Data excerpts
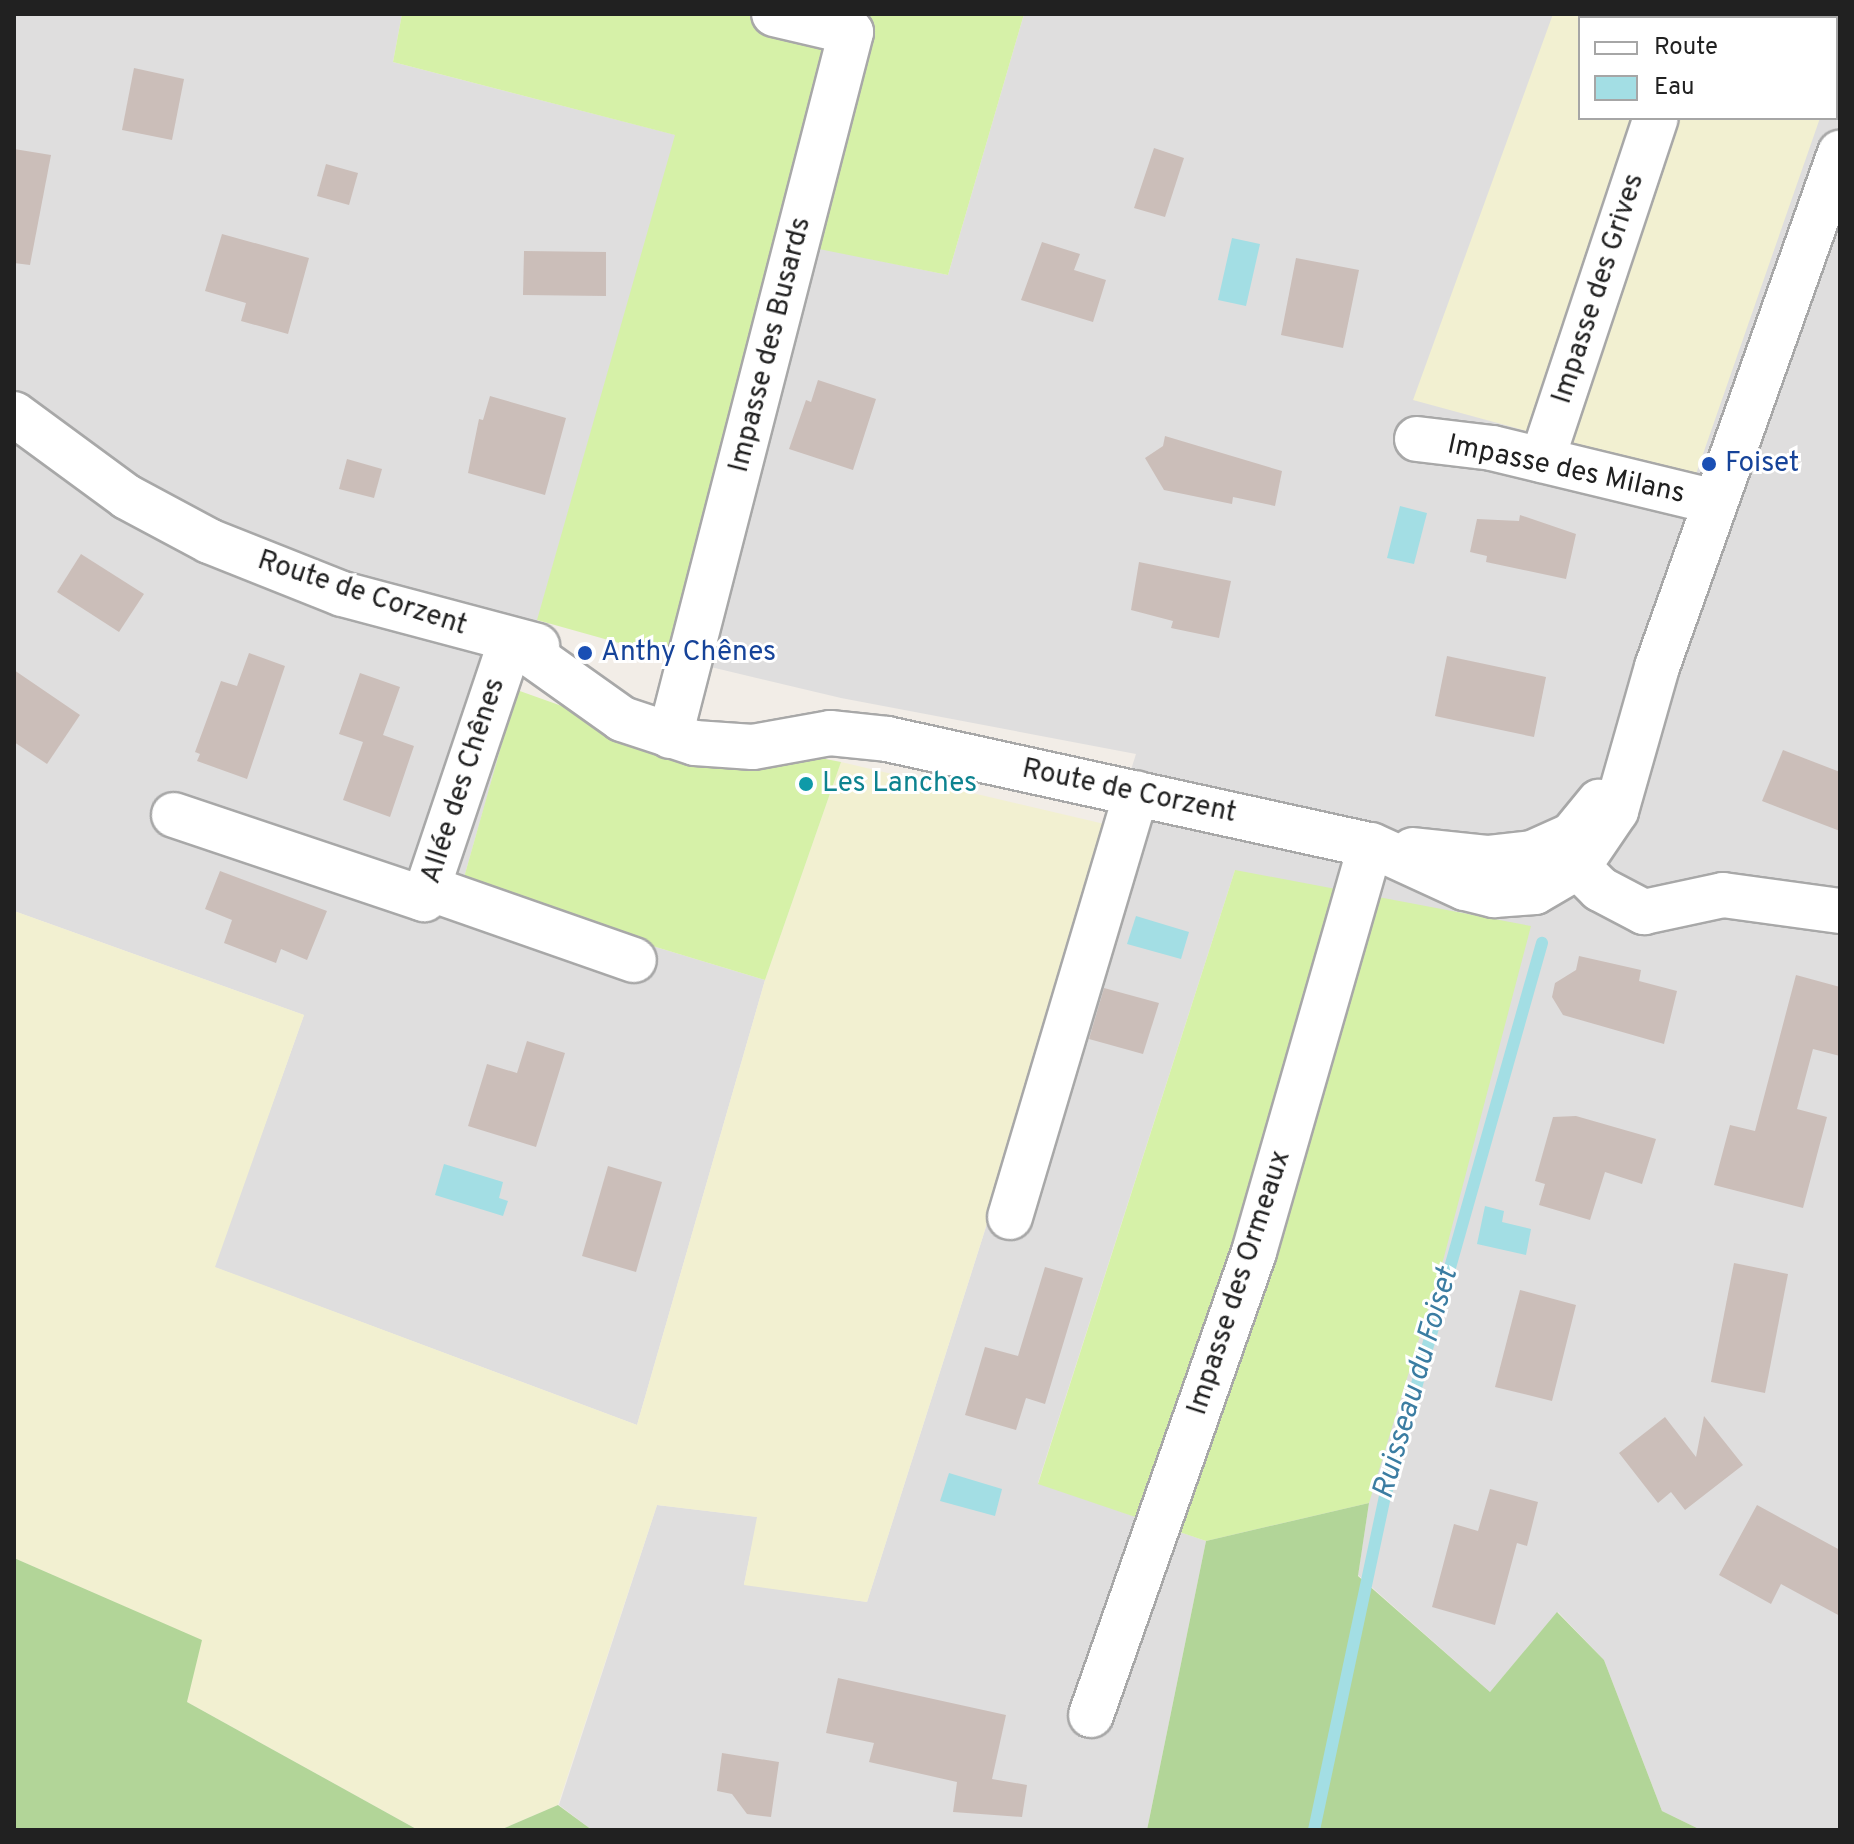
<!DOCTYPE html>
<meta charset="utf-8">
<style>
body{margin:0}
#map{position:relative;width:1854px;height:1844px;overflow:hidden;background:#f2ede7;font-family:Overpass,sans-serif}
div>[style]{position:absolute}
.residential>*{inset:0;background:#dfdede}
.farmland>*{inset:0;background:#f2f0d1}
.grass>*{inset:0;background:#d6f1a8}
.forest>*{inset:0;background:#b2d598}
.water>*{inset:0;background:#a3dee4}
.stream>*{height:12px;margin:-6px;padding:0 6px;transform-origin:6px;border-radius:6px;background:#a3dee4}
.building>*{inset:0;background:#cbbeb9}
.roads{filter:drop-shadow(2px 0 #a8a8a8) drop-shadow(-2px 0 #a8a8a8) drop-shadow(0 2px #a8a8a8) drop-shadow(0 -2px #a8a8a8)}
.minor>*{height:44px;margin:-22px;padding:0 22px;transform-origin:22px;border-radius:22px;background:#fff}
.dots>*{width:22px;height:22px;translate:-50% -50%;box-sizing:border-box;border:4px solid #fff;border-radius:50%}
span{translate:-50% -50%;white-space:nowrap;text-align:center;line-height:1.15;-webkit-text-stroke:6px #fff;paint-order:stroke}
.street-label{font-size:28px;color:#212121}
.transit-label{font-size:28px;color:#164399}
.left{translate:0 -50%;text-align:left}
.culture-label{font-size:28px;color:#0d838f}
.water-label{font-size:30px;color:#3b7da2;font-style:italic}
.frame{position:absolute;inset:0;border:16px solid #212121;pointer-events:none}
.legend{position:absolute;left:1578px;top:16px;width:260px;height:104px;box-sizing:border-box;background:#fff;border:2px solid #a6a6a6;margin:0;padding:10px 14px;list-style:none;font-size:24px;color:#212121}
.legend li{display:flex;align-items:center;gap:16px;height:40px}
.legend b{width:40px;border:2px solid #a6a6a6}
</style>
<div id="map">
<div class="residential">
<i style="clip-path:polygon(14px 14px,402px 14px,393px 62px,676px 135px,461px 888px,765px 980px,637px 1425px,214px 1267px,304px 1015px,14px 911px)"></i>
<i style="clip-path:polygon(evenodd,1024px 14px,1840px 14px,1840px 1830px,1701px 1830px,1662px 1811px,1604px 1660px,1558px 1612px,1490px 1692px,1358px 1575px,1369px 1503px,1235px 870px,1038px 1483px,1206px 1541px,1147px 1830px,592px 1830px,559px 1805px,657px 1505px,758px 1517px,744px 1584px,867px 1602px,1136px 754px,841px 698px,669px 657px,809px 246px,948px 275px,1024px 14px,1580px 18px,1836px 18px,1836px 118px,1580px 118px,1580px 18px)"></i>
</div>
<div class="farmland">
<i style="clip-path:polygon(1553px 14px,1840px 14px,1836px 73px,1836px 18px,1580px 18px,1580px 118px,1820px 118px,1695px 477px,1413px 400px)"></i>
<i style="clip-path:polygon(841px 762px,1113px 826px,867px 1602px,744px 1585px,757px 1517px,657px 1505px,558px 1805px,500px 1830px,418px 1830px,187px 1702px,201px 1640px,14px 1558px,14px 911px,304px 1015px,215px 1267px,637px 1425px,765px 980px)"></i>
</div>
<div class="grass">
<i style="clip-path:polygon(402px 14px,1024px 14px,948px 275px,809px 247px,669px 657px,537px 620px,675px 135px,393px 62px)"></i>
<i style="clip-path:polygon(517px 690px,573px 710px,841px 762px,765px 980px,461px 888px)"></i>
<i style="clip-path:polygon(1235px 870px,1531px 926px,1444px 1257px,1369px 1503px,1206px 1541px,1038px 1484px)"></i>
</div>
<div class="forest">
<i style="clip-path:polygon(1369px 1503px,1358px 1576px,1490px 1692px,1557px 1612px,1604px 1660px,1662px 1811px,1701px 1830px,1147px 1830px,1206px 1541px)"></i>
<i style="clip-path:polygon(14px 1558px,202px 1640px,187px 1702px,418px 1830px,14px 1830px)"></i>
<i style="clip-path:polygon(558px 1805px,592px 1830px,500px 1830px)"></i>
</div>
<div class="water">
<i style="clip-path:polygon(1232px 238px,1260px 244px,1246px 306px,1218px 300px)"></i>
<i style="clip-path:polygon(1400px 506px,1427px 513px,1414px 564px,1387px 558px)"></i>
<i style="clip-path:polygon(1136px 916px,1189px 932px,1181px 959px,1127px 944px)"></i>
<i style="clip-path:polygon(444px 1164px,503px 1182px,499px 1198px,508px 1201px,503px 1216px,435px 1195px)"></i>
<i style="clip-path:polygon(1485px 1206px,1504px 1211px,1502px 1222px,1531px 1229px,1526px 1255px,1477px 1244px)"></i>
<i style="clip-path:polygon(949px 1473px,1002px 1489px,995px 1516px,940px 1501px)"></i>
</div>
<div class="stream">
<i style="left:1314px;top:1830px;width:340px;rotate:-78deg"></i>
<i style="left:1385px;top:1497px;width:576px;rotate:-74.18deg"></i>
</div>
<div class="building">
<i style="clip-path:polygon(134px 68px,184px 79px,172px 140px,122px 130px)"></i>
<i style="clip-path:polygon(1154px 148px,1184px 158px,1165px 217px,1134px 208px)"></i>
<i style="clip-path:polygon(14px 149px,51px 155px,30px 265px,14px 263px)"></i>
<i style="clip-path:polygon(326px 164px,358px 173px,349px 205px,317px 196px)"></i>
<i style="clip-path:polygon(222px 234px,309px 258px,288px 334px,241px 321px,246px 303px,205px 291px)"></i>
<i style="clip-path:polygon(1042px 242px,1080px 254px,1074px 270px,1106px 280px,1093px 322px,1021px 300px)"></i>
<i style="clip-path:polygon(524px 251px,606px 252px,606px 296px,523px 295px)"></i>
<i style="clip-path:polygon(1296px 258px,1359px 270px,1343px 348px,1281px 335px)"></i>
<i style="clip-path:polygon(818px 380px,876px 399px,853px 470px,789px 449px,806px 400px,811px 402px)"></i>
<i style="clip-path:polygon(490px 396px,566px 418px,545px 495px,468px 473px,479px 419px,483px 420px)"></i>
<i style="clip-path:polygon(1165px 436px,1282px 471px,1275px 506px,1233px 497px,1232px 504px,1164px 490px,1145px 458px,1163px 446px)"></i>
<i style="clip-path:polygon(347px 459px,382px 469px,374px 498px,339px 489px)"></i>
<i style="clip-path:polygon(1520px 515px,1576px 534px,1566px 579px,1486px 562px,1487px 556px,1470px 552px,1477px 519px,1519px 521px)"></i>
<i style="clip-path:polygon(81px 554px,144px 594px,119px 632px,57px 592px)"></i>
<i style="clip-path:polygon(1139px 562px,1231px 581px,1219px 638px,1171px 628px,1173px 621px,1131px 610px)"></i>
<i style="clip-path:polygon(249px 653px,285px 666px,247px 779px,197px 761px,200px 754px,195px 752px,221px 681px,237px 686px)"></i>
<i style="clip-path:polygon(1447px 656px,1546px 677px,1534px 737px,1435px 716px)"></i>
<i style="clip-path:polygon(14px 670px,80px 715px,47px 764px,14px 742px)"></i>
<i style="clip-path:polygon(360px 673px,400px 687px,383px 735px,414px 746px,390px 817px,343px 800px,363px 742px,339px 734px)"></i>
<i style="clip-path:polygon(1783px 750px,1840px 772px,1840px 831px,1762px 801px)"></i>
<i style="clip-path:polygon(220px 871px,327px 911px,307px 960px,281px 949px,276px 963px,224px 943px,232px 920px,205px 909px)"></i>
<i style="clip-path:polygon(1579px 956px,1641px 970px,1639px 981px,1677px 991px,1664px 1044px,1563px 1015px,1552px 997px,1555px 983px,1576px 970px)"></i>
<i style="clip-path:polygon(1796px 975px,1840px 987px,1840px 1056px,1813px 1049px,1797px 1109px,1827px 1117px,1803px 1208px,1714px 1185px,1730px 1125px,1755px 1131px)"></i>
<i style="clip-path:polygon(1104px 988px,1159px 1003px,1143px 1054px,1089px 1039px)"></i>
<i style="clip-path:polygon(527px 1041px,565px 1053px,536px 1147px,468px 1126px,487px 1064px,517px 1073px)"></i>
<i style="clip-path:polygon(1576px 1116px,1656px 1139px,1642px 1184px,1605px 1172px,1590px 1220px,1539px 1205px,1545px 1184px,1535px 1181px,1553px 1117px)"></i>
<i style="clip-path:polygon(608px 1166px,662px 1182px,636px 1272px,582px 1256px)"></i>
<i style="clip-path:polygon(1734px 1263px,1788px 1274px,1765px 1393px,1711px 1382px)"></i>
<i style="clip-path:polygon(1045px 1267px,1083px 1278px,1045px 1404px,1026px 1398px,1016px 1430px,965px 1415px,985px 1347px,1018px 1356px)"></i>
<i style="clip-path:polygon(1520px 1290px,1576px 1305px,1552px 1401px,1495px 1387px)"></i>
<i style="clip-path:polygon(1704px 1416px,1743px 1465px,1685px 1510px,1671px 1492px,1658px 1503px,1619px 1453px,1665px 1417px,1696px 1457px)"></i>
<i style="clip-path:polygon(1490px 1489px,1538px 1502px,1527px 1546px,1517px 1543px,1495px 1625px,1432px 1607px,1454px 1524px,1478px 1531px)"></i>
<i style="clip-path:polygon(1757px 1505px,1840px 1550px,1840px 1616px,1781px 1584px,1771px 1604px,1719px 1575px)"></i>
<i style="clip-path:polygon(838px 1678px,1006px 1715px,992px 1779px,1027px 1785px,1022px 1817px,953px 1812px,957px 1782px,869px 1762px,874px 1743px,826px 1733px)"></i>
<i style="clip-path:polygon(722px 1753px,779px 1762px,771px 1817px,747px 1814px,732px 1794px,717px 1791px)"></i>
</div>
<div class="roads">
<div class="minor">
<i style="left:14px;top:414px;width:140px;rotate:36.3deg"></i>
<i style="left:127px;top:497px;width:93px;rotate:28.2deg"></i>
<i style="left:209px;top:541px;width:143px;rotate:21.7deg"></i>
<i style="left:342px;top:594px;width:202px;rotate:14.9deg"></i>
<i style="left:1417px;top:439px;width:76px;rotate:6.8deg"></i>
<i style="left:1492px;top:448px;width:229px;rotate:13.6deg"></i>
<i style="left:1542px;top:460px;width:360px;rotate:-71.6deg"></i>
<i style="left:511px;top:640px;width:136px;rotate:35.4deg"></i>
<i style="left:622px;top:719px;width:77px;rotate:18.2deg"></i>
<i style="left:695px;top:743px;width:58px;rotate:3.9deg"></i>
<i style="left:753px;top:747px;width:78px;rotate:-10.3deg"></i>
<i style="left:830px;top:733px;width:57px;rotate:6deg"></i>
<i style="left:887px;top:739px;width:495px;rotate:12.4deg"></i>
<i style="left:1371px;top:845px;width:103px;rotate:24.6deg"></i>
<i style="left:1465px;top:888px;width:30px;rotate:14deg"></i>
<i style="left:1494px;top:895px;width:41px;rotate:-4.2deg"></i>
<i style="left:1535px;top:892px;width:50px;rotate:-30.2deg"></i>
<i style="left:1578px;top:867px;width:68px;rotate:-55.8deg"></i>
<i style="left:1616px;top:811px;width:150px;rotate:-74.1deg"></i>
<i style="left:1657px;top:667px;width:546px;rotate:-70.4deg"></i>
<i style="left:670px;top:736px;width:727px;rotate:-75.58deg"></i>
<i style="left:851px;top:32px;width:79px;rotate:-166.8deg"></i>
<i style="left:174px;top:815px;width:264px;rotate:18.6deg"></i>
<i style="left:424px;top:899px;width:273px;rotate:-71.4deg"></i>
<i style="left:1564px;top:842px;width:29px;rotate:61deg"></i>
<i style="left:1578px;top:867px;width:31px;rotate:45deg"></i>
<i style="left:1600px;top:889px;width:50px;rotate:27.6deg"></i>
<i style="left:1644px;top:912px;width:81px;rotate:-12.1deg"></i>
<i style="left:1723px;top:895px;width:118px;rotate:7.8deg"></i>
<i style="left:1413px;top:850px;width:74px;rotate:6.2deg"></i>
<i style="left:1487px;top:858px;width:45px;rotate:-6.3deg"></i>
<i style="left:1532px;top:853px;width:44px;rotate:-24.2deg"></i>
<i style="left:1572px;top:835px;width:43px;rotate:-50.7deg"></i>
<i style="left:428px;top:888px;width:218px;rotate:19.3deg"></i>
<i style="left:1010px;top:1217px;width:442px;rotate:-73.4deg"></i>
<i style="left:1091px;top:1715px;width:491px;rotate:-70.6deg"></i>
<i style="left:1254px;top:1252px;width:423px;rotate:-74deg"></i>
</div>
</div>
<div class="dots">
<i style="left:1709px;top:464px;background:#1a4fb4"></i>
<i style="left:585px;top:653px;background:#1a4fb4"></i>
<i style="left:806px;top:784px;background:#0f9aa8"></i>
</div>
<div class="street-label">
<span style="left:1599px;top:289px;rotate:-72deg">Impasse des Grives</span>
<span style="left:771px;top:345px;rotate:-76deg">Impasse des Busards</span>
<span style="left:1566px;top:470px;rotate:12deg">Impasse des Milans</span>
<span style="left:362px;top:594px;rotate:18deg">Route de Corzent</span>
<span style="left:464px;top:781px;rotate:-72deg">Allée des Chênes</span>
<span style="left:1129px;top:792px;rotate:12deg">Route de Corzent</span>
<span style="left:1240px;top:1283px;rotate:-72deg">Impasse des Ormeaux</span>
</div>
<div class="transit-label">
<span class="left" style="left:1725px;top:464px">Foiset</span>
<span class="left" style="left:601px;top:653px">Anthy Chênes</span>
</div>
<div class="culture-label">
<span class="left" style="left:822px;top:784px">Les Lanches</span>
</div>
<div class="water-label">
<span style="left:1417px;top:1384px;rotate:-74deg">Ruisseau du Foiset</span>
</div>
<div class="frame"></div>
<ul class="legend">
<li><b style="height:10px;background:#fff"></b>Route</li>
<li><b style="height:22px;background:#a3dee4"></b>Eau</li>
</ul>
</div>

◆ Your assignment
Whenever the word "stream" shows up in a line of the entries, list that line.

◆ Worked solution
.stream>*{height:12px;margin:-6px;padding:0 6px;transform-origin:6px;border-radius:6px;background:#a3dee4}
<div class="stream">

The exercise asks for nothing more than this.